_WORK REQUEST_:
Would you please copy each line below that includes the string "hidden"?

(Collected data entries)

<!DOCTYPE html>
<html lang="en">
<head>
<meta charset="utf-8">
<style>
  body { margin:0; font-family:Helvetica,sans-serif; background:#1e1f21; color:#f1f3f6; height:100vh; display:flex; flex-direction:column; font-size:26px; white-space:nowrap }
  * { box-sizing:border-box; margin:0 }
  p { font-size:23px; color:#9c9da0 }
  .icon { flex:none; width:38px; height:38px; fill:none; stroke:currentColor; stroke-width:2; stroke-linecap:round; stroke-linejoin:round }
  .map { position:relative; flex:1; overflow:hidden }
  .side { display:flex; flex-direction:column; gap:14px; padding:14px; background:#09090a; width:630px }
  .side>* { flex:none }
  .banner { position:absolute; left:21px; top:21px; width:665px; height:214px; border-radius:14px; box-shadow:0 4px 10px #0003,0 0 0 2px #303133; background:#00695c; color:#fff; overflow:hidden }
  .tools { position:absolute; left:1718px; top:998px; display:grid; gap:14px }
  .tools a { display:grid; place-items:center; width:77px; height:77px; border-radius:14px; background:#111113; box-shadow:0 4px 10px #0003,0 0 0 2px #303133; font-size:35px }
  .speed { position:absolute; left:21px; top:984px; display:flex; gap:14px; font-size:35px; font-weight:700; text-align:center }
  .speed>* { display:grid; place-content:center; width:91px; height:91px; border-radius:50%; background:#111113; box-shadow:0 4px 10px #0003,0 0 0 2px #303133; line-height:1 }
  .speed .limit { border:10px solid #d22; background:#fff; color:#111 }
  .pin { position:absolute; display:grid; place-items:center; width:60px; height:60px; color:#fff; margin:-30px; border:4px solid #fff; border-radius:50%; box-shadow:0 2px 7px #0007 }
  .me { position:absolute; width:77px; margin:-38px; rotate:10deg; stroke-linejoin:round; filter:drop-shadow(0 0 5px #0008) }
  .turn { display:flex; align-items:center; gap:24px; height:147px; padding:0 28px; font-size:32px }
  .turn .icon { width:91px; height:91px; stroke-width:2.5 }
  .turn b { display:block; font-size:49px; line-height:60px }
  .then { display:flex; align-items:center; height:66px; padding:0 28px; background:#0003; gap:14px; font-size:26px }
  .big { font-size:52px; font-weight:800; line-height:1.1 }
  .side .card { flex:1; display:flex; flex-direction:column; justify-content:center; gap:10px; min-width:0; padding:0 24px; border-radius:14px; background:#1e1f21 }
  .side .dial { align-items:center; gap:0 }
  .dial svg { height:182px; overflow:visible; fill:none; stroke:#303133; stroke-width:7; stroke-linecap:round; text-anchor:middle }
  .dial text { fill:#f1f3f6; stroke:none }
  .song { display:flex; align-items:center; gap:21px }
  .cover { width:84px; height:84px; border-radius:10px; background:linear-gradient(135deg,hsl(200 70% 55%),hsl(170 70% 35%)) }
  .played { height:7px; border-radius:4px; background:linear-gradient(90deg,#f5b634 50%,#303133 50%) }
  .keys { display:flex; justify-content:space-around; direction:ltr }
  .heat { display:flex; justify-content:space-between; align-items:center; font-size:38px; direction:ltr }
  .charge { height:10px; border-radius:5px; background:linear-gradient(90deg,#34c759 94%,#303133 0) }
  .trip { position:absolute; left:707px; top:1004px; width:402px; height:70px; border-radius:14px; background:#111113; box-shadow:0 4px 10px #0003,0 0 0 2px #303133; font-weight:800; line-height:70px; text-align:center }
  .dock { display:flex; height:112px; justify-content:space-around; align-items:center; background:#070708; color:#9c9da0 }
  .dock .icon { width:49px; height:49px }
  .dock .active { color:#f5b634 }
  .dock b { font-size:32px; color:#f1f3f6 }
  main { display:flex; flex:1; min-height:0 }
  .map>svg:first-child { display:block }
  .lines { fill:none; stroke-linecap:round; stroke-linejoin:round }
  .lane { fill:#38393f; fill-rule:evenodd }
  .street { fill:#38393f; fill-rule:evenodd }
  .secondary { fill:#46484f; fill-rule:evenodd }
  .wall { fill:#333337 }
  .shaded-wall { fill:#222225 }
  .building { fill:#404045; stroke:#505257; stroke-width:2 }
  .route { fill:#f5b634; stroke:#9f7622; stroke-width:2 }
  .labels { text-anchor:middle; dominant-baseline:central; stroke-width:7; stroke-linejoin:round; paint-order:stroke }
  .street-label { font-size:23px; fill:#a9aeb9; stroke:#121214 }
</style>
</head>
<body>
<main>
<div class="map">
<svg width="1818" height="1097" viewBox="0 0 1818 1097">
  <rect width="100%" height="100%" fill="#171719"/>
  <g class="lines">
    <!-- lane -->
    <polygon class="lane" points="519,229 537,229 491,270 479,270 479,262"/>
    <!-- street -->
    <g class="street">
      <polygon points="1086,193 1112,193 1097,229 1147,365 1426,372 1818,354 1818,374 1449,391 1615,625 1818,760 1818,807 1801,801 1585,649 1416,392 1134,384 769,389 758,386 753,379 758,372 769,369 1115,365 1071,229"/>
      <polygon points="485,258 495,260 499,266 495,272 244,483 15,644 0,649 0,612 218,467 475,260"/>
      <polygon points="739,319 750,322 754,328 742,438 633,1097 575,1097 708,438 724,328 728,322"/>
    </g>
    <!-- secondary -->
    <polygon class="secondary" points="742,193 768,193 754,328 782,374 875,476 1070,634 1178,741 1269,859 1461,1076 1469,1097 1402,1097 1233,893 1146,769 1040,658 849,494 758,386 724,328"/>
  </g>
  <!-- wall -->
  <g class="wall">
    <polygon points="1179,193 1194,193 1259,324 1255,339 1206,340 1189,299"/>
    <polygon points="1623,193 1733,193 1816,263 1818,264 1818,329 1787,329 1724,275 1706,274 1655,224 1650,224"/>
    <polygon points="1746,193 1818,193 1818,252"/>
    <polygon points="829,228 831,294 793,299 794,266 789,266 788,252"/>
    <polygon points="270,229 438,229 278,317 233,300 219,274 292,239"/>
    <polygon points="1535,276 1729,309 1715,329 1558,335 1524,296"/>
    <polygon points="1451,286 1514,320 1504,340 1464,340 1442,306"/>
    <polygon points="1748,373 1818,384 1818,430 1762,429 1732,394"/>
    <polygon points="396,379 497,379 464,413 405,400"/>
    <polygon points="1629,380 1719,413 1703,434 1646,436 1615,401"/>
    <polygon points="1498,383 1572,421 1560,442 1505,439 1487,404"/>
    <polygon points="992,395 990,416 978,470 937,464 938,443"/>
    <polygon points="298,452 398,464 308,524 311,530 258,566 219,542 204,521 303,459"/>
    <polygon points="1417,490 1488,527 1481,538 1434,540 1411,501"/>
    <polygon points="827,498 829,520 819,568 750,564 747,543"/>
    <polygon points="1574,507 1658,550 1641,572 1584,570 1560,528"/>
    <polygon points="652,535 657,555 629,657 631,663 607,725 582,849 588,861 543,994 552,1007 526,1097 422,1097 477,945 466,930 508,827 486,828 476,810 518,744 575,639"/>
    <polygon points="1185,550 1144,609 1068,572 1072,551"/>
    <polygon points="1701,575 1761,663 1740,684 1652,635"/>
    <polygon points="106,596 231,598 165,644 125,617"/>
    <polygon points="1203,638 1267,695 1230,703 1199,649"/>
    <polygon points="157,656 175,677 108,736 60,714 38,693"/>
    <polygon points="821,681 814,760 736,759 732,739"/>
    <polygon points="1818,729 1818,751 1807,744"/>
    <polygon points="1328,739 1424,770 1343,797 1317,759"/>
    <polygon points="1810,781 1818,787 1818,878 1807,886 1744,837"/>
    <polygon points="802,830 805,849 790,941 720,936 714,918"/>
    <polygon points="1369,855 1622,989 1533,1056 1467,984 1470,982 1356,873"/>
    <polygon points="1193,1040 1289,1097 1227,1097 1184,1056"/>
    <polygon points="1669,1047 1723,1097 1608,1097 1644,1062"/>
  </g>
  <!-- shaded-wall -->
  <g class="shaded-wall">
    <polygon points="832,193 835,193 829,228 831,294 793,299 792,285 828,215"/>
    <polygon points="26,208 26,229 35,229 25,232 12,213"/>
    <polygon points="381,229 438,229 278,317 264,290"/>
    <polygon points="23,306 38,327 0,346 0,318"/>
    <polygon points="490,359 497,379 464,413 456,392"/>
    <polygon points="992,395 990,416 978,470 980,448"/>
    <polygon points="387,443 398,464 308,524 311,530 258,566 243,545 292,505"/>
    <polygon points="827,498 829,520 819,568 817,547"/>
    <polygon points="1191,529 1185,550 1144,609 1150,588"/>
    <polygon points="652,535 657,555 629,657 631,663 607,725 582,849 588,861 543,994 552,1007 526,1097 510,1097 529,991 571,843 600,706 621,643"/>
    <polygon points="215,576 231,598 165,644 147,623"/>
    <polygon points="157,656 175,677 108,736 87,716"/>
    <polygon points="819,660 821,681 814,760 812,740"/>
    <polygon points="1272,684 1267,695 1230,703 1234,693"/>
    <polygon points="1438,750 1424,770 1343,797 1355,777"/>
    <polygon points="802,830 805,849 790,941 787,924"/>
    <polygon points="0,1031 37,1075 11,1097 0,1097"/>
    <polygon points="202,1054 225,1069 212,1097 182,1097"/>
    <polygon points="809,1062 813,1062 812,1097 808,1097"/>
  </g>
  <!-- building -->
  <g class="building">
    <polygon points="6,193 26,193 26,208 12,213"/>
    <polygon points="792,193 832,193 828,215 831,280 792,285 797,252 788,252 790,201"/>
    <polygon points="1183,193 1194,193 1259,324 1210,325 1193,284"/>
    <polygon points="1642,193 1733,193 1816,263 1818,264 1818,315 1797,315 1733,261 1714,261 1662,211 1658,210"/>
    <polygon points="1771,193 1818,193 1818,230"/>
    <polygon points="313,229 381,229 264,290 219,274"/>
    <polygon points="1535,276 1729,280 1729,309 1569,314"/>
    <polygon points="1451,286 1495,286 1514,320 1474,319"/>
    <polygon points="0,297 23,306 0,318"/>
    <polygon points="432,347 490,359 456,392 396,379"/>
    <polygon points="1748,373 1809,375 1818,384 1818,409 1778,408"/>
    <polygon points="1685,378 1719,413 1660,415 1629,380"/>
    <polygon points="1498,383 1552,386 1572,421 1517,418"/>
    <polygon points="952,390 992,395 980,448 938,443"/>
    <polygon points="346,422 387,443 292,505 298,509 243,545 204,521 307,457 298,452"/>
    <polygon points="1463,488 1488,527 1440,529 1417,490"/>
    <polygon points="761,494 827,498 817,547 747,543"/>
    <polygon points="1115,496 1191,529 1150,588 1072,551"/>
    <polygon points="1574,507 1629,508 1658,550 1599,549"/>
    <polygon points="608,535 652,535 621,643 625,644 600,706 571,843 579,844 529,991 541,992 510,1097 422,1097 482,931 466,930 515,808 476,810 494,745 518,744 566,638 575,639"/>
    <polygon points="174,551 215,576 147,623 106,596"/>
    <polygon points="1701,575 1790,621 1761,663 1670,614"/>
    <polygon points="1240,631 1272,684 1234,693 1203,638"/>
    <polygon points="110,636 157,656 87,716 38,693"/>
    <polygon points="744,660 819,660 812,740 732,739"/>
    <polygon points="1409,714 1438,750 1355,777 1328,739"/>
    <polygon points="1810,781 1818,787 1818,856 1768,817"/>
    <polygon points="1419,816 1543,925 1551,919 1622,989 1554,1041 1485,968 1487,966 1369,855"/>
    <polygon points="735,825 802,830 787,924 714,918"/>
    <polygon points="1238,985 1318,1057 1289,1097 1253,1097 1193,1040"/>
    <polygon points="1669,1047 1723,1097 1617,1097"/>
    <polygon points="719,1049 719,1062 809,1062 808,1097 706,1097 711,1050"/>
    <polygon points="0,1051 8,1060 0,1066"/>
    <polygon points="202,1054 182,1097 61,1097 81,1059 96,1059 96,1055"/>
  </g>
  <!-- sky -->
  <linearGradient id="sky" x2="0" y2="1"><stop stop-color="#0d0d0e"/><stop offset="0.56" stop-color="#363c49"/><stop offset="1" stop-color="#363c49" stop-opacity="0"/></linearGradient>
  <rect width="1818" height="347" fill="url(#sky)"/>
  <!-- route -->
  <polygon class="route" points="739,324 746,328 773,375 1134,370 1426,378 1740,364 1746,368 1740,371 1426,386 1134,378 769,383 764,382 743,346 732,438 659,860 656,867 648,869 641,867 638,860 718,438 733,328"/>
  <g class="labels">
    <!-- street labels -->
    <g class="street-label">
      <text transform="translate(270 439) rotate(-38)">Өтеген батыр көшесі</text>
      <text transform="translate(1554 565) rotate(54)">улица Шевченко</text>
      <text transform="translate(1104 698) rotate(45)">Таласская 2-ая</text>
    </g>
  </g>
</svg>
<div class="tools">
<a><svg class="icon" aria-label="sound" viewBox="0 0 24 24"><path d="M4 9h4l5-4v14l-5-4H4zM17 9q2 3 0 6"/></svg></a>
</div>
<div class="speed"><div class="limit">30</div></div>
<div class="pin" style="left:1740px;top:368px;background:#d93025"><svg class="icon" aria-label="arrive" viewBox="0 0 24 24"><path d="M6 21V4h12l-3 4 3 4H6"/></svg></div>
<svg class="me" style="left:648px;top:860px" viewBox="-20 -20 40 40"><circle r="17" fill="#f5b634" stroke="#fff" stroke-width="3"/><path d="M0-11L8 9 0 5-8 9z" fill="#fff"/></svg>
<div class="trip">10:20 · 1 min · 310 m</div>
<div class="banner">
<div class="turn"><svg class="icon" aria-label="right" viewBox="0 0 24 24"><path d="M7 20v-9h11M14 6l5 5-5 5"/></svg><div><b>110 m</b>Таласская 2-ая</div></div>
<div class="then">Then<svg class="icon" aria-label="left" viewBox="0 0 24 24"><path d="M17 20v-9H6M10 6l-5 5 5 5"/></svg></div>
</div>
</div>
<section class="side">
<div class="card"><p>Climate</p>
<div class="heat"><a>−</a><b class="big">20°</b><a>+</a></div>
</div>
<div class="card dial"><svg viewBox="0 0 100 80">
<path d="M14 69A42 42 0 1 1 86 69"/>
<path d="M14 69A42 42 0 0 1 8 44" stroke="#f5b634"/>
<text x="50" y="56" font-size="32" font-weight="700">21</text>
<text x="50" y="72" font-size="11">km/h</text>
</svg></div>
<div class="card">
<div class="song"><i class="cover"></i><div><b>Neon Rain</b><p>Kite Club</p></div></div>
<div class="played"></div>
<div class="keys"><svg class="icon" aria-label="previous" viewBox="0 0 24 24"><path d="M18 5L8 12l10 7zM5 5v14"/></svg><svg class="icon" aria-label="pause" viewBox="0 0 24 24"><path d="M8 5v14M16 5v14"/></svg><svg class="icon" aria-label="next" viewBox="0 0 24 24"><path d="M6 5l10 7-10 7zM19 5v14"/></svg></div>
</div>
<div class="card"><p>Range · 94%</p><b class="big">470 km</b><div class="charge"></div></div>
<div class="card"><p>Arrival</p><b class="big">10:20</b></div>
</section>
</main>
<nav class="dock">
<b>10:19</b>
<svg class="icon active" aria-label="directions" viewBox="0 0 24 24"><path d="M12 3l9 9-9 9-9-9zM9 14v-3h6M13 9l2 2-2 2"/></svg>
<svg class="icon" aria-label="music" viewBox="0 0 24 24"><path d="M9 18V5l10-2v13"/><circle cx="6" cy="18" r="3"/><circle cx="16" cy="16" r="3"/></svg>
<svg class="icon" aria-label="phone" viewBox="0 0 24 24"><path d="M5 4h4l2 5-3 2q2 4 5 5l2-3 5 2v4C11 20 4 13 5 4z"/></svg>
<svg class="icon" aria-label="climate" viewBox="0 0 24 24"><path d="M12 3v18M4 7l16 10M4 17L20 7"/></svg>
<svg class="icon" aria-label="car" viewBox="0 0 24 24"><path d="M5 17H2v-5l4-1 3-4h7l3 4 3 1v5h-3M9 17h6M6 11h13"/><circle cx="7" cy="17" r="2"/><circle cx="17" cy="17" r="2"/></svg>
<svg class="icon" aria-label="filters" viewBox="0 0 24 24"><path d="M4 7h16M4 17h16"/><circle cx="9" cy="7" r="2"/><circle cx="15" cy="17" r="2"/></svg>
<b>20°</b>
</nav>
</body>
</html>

_WRITTEN ANSWER_:
  .map { position:relative; flex:1; overflow:hidden }
  .banner { position:absolute; left:21px; top:21px; width:665px; height:214px; border-radius:14px; box-shadow:0 4px 10px #0003,0 0 0 2px #303133; background:#00695c; color:#fff; overflow:hidden }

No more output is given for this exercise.